The set Q consists of the following terms:

times(x0, plus(x1, 1))
times(x0, 1)
plus(x0, 0)
times(x0, 0)

We have to consider all minimal (P,Q,R)-chains.
As all Q-normal forms are R-normal forms we are in the innermost case.
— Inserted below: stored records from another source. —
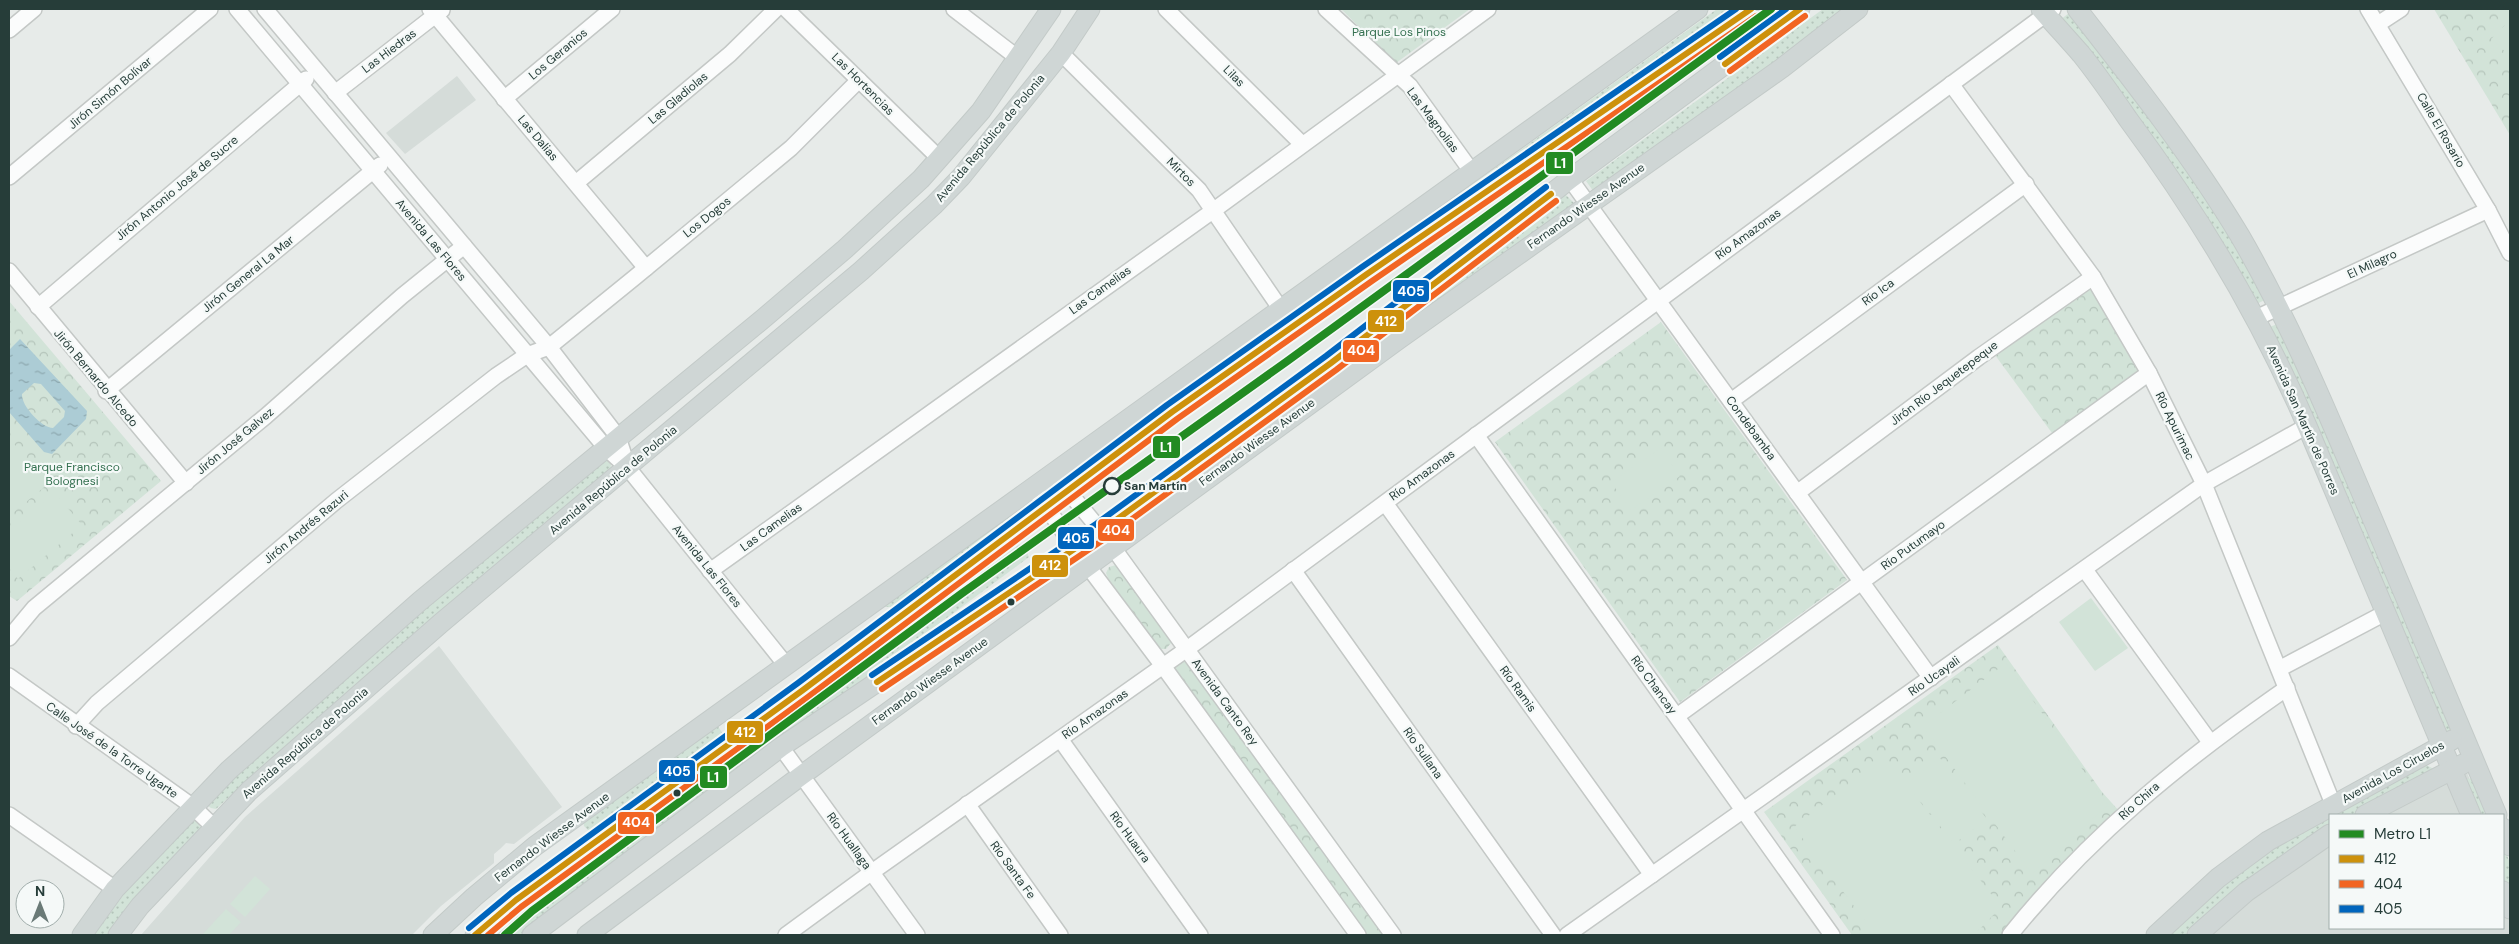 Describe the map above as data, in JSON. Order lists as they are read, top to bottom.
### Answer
{
  "streets": {
    "main road": [
      "Avenida República de Polonia",
      "Fernando Wiesse Avenue",
      "Avenida San Martín de Porres",
      "Avenida Los Ciruelos"
    ],
    "street": [
      "Las Hiedras",
      "Los Geranios",
      "Lilas",
      "Las Hortencias",
      "Jirón Simón Bolívar",
      "Las Gladiolas",
      "Las Magnolias",
      "Calle El Rosario",
      "Las Dalias",
      "Mirtos",
      "Jirón Antonio José de Sucre",
      "Los Dogos",
      "Río Amazonas",
      "Avenida Las Flores",
      "El Milagro",
      "Jirón General La Mar",
      "Las Camelias",
      "Río Ica",
      "Jirón Bernardo Alcedo",
      "Jirón Río Jequetepeque",
      "Río Apurimac",
      "Condebamba",
      "Jirón José Galvez",
      "Jirón Andrés Razuri",
      "Río Putumayo",
      "Río Ucayali",
      "Río Chancay",
      "Río Ramis",
      "Avenida Canto Rey",
      "Calle José de la Torre Ugarte",
      "Río Sullana",
      "Río Chira",
      "Río Huaura",
      "Río Huallaga",
      "Río Santa Fe"
    ]
  },
  "crossings": [
    ["Las Hiedras", "Las Dalias"],
    ["Las Hiedras", "Avenida Las Flores"],
    ["Los Geranios", "Las Dalias"],
    ["Lilas", "Las Camelias"],
    ["Las Hortencias", "Avenida República de Polonia"],
    ["Las Hortencias", "Los Dogos"],
    ["Las Gladiolas", "Las Dalias"],
    ["Las Magnolias", "Fernando Wiesse Avenue"],
    ["Las Magnolias", "Las Camelias"],
    ["Calle El Rosario", "El Milagro"],
    ["Las Dalias", "Los Dogos"],
    ["Avenida República de Polonia", "Mirtos"],
    ["Avenida República de Polonia", "Avenida Las Flores"],
    ["Avenida República de Polonia", "Calle José de la Torre Ugarte"],
    ["Mirtos", "Fernando Wiesse Avenue"],
    ["Mirtos", "Las Camelias"],
    ["Jirón Antonio José de Sucre", "Avenida Las Flores"],
    ["Jirón Antonio José de Sucre", "Jirón Bernardo Alcedo"],
    ["Fernando Wiesse Avenue", "Avenida Las Flores"],
    ["Fernando Wiesse Avenue", "Condebamba"],
    ["Fernando Wiesse Avenue", "Avenida Canto Rey"],
    ["Fernando Wiesse Avenue", "Río Huallaga"],
    ["Los Dogos", "Avenida Las Flores"],
    ["Los Dogos", "Jirón Andrés Razuri"],
    ["Río Amazonas", "Avenida San Martín de Porres"],
    ["Río Amazonas", "Río Apurimac"],
    ["Río Amazonas", "Condebamba"],
    ["Río Amazonas", "Río Chancay"],
    ["Río Amazonas", "Río Ramis"],
    ["Río Amazonas", "Avenida Canto Rey"],
    ["Río Amazonas", "Río Sullana"],
    ["Río Amazonas", "Río Huaura"],
    ["Río Amazonas", "Río Huallaga"],
    ["Río Amazonas", "Río Santa Fe"],
    ["Avenida Las Flores", "Jirón General La Mar"],
    ["Avenida Las Flores", "Las Camelias"],
    ["Avenida Las Flores", "Jirón José Galvez"],
    ["Avenida Las Flores", "Jirón Andrés Razuri"],
    ["El Milagro", "Avenida San Martín de Porres"],
    ["Jirón General La Mar", "Jirón Bernardo Alcedo"],
    ["Río Ica", "Río Apurimac"],
    ["Río Ica", "Condebamba"],
    ["Jirón Bernardo Alcedo", "Jirón José Galvez"],
    ["Jirón Río Jequetepeque", "Río Apurimac"],
    ["Jirón Río Jequetepeque", "Condebamba"],
    ["Avenida San Martín de Porres", "Río Ucayali"],
    ["Avenida San Martín de Porres", "Avenida Los Ciruelos"],
    ["Río Apurimac", "Río Putumayo"],
    ["Río Apurimac", "Río Ucayali"],
    ["Río Apurimac", "Avenida Los Ciruelos"],
    ["Río Apurimac", "Río Chira"],
    ["Condebamba", "Río Putumayo"],
    ["Condebamba", "Río Ucayali"],
    ["Jirón Andrés Razuri", "Calle José de la Torre Ugarte"],
    ["Río Putumayo", "Río Chancay"],
    ["Río Ucayali", "Río Chancay"],
    ["Río Ucayali", "Río Ramis"]
  ],
  "parks": ["Parque Los Pinos", "Parque Francisco Bolognesi"],
  "places": ["San Martín"],
  "lines": [
    "metro line L1",
    "transit line 412",
    "transit line 405",
    "transit line 404"
  ],
  "legend": [
    "Metro L1",
    "412",
    "404",
    "405"
  ],
  "north": "top"
} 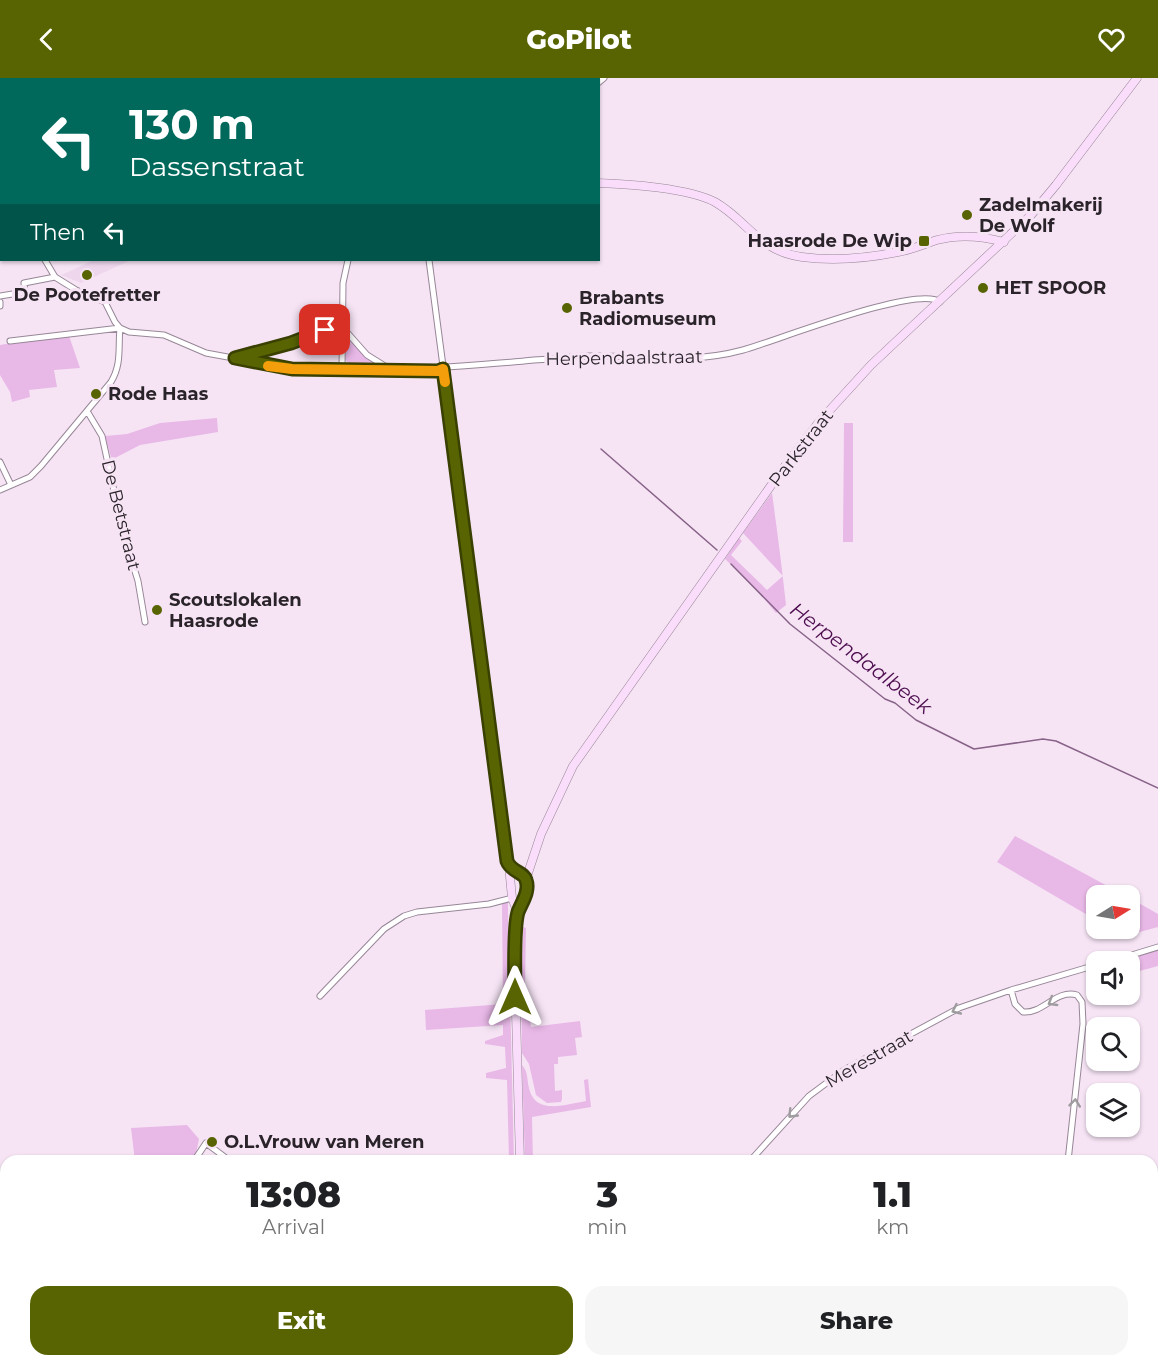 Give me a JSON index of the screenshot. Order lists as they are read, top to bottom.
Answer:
{
  "streets": {
    "street": [
      "Herpendaalstraat",
      "Parkstraat",
      "De Betstraat",
      "Merestraat"
    ]
  },
  "crossings": [
    ["Herpendaalstraat", "Parkstraat"]
  ],
  "one_way": ["Merestraat"],
  "water": ["Herpendaalbeek"],
  "places": {
    "other": [
      "Zadelmakerij De Wolf",
      "De Pootefretter",
      "HET SPOOR",
      "Brabants Radiomuseum",
      "Rode Haas",
      "Scoutslokalen Haasrode",
      "O.L.Vrouw van Meren"
    ],
    "transit": ["Haasrode De Wip"]
  },
  "north": "right",
  "page": {
    "header": "GoPilot",
    "turn": ["130 m", "Dassenstraat"],
    "then": "Then",
    "eta": [
      "13:08",
      "Arrival",
      "3",
      "min",
      "1.1",
      "km"
    ],
    "buttons": ["Exit", "Share"]
  }
}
Hence, by the usable rules processor [15] we can delete all non-usable rules [17] from R.

↳ QTRS

  ↳ Overlay + Local Confluence

    ↳ QTRS

      ↳ DependencyPairsProof

        ↳ QDP

          ↳ DependencyGraphProof

            ↳ QDP

              ↳ UsableRulesProof

                ↳ QDP

                  ↳ RuleRemovalProof

Q DP problem:
The TRS P consists of the following rules:

TIMES(x, plus(y, 1)) → TIMES(x, plus(y, times(1, 0)))

The TRS R consists of the following rules:

times(x, 0) → 0
plus(x, 0) → x

The set Q consists of the following terms:

times(x0, plus(x1, 1))
times(x0, 1)
plus(x0, 0)
times(x0, 0)

We have to consider all minimal (P,Q,R)-chains.
By using the rule removal processor [15] with the following polynomial ordering [25], at least one Dependency Pair or term rewrite system rule of this QDP problem can be strictly oriented.

Strictly oriented rules of the TRS R:

plus(x, 0) → x

Used ordering: POLO with Polynomial interpretation [25]:

POL(0) = 0
POL(1) = 0
POL(TIMES(x₁, x₂)) = x₁ + 2·x₂
POL(plus(x₁, x₂)) = 1 + x₁ + 2·x₂
POL(times(x₁, x₂)) = 2·x₁ + 2·x₂

↳ QTRS

  ↳ Overlay + Local Confluence

    ↳ QTRS

      ↳ DependencyPairsProof

        ↳ QDP

          ↳ DependencyGraphProof

            ↳ QDP

              ↳ UsableRulesProof

                ↳ QDP

                  ↳ RuleRemovalProof

                    ↳ QDP

                      ↳ DependencyGraphProof

Q DP problem:
The TRS P consists of the following rules:

TIMES(x, plus(y, 1)) → TIMES(x, plus(y, times(1, 0)))

The TRS R consists of the following rules:

times(x, 0) → 0

The set Q consists of the following terms:

times(x0, plus(x1, 1))
times(x0, 1)
plus(x0, 0)
times(x0, 0)

We have to consider all minimal (P,Q,R)-chains.
The approximation of the Dependency Graph [15,17,22] contains 0 SCCs with 1 less node.